_Problem details:_ Scan the records for the word "compass". Copy each line that includes it.

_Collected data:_

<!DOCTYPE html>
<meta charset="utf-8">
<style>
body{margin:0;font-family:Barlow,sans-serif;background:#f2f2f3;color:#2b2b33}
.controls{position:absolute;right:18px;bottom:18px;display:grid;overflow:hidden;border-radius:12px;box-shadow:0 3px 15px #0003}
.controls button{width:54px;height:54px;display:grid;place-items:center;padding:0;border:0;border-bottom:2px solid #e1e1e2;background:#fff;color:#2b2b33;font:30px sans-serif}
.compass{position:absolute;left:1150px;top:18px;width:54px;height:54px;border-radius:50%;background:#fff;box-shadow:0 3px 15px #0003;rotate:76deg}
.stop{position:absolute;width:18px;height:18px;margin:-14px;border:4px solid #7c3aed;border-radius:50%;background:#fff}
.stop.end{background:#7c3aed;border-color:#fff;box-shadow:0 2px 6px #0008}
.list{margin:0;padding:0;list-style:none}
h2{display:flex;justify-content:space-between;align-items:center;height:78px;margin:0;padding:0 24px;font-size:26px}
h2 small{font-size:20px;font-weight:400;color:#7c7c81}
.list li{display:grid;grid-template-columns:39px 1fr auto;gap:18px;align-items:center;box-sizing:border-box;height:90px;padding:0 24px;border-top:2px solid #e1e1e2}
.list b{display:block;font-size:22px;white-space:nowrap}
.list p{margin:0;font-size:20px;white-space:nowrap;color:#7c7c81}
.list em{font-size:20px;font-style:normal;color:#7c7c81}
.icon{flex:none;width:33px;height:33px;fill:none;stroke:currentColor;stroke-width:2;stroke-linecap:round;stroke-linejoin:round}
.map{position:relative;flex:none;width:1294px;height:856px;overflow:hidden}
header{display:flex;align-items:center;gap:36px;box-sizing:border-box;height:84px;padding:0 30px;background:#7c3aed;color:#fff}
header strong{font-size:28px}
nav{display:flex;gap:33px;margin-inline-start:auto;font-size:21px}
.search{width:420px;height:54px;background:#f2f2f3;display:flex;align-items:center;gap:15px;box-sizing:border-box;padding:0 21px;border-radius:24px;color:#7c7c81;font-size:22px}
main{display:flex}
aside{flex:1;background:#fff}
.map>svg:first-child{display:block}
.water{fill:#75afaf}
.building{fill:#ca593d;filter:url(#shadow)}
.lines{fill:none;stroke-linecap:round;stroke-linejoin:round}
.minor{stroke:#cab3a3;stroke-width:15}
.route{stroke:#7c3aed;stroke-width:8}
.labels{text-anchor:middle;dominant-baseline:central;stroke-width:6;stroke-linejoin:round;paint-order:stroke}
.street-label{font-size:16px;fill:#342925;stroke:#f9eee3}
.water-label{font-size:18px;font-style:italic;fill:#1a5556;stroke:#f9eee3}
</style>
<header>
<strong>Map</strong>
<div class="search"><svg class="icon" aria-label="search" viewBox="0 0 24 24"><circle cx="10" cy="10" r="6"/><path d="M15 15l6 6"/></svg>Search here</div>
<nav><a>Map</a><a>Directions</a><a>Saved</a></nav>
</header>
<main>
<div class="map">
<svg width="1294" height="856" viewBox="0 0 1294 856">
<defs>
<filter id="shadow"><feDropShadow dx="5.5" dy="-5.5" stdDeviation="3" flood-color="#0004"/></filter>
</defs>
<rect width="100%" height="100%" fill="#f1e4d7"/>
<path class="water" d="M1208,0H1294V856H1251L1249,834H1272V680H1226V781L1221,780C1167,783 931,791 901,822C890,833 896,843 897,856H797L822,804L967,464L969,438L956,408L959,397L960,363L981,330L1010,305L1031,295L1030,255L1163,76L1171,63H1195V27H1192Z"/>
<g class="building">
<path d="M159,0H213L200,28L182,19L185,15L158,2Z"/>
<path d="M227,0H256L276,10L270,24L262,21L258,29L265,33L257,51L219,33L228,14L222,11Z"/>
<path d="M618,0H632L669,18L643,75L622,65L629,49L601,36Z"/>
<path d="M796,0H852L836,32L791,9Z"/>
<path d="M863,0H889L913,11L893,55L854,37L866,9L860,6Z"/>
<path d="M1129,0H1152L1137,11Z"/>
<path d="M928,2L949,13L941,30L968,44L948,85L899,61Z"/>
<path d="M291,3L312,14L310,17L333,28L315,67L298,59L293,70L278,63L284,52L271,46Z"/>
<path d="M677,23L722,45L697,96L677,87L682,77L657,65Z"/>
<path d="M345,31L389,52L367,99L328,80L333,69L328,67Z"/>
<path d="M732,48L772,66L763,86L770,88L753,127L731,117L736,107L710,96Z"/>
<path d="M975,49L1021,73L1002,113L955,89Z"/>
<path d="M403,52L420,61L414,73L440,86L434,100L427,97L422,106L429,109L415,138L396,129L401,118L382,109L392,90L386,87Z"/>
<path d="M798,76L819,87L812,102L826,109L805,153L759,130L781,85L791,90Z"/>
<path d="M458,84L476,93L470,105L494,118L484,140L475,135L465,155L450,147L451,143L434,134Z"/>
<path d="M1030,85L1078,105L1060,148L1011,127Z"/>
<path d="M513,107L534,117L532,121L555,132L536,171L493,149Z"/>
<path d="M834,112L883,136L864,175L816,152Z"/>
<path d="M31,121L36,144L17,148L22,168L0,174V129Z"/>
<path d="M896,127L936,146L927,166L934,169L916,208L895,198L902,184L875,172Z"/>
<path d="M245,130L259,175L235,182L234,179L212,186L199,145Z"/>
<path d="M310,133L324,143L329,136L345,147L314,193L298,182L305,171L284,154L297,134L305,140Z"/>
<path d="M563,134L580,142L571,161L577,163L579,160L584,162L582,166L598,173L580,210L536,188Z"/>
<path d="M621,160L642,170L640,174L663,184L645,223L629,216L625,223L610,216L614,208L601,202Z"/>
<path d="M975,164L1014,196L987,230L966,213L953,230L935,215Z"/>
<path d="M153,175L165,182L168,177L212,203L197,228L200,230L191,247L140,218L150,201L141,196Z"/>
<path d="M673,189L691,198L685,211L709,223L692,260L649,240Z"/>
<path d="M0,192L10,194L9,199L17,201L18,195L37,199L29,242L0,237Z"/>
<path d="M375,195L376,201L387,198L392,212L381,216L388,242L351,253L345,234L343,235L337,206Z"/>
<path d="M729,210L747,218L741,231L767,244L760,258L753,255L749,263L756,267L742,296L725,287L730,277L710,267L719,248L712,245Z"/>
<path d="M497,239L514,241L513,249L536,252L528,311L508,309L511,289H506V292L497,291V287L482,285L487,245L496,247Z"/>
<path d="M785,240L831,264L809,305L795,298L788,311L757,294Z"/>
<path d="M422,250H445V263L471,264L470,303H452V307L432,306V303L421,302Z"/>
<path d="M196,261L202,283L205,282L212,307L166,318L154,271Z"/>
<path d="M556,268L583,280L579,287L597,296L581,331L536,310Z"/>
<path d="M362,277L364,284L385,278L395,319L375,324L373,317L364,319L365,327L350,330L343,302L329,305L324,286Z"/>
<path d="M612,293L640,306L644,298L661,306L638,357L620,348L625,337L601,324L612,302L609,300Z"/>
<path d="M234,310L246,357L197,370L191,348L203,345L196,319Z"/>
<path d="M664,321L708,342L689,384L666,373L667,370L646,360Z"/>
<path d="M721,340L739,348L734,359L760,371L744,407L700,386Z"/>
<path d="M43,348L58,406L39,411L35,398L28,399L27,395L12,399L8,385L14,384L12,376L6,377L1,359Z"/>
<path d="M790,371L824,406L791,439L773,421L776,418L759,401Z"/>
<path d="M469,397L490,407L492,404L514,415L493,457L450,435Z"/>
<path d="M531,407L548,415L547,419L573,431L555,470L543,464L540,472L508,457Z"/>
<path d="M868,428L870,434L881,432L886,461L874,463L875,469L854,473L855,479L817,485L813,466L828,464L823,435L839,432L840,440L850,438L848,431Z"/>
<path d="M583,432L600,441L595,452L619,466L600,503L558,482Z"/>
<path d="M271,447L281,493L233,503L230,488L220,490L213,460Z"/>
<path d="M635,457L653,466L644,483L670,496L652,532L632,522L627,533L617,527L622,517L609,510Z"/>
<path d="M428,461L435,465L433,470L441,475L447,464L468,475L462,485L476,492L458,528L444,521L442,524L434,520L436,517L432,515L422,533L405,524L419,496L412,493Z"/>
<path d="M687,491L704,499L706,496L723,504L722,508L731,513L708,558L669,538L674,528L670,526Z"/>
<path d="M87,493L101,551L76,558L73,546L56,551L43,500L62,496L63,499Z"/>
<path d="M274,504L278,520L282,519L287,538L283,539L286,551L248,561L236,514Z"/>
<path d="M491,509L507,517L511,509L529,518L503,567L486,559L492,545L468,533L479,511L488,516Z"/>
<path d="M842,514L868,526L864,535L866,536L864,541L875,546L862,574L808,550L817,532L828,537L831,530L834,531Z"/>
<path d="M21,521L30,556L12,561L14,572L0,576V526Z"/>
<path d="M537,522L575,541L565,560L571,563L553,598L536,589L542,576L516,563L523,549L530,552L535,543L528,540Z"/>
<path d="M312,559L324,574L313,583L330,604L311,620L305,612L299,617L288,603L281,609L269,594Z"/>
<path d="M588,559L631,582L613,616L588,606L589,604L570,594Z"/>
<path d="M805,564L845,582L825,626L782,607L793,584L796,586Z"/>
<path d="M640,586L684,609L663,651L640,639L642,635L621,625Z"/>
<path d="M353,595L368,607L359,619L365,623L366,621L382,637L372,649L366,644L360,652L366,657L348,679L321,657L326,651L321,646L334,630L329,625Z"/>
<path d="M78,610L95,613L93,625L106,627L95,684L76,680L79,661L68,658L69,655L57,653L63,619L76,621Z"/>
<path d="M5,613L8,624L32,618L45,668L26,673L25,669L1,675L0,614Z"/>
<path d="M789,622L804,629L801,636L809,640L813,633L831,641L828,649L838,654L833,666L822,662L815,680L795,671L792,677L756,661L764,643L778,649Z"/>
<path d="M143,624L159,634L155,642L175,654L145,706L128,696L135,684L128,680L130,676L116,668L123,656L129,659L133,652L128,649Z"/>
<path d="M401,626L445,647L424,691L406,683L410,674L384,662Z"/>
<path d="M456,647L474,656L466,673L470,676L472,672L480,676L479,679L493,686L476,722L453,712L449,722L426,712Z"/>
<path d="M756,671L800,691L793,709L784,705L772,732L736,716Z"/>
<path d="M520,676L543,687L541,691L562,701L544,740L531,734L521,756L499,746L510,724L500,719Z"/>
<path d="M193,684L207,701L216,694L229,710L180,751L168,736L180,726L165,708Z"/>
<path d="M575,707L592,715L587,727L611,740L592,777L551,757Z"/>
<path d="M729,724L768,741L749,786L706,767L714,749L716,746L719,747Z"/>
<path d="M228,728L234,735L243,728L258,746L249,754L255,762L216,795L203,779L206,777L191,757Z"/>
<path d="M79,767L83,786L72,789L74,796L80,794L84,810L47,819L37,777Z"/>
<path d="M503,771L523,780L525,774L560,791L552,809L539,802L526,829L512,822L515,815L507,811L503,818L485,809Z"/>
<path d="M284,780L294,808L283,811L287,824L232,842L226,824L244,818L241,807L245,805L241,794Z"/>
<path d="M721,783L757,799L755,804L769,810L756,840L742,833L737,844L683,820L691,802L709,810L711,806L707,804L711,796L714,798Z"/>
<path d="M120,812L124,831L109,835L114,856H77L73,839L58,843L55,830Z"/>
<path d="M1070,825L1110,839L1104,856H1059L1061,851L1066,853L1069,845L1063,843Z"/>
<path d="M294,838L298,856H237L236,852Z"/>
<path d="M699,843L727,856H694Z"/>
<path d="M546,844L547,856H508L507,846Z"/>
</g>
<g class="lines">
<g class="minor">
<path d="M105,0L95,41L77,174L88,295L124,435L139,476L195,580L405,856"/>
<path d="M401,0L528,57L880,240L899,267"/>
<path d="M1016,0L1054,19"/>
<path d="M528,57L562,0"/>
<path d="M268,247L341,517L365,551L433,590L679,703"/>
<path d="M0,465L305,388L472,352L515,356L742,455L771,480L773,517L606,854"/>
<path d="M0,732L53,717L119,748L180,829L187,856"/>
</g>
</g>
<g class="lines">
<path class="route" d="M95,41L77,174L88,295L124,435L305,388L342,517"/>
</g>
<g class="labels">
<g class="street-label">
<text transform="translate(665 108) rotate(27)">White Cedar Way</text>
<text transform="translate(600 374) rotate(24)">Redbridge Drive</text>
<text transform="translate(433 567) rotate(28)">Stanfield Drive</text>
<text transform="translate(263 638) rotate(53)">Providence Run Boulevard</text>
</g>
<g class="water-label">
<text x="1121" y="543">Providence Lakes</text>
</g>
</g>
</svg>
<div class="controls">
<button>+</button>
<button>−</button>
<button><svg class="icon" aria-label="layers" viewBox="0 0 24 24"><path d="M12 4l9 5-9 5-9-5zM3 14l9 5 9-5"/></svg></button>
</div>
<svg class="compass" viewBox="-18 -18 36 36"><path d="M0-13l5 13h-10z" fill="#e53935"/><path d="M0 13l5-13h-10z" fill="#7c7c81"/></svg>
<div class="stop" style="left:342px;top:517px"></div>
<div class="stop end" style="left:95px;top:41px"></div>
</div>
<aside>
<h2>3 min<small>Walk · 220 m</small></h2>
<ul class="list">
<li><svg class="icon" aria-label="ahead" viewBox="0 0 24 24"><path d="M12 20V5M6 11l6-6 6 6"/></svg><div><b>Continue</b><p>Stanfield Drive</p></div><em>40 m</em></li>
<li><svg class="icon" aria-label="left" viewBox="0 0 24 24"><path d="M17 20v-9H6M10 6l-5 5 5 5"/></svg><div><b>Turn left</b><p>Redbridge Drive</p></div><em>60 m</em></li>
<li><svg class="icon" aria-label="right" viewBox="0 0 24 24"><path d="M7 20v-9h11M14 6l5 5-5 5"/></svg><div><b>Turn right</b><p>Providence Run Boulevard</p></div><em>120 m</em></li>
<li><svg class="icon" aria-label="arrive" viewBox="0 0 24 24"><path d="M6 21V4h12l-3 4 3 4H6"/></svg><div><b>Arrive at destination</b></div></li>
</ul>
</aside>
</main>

_Written solution:_
.compass{position:absolute;left:1150px;top:18px;width:54px;height:54px;border-radius:50%;background:#fff;box-shadow:0 3px 15px #0003;rotate:76deg}
<svg class="compass" viewBox="-18 -18 36 36"><path d="M0-13l5 13h-10z" fill="#e53935"/><path d="M0 13l5-13h-10z" fill="#7c7c81"/></svg>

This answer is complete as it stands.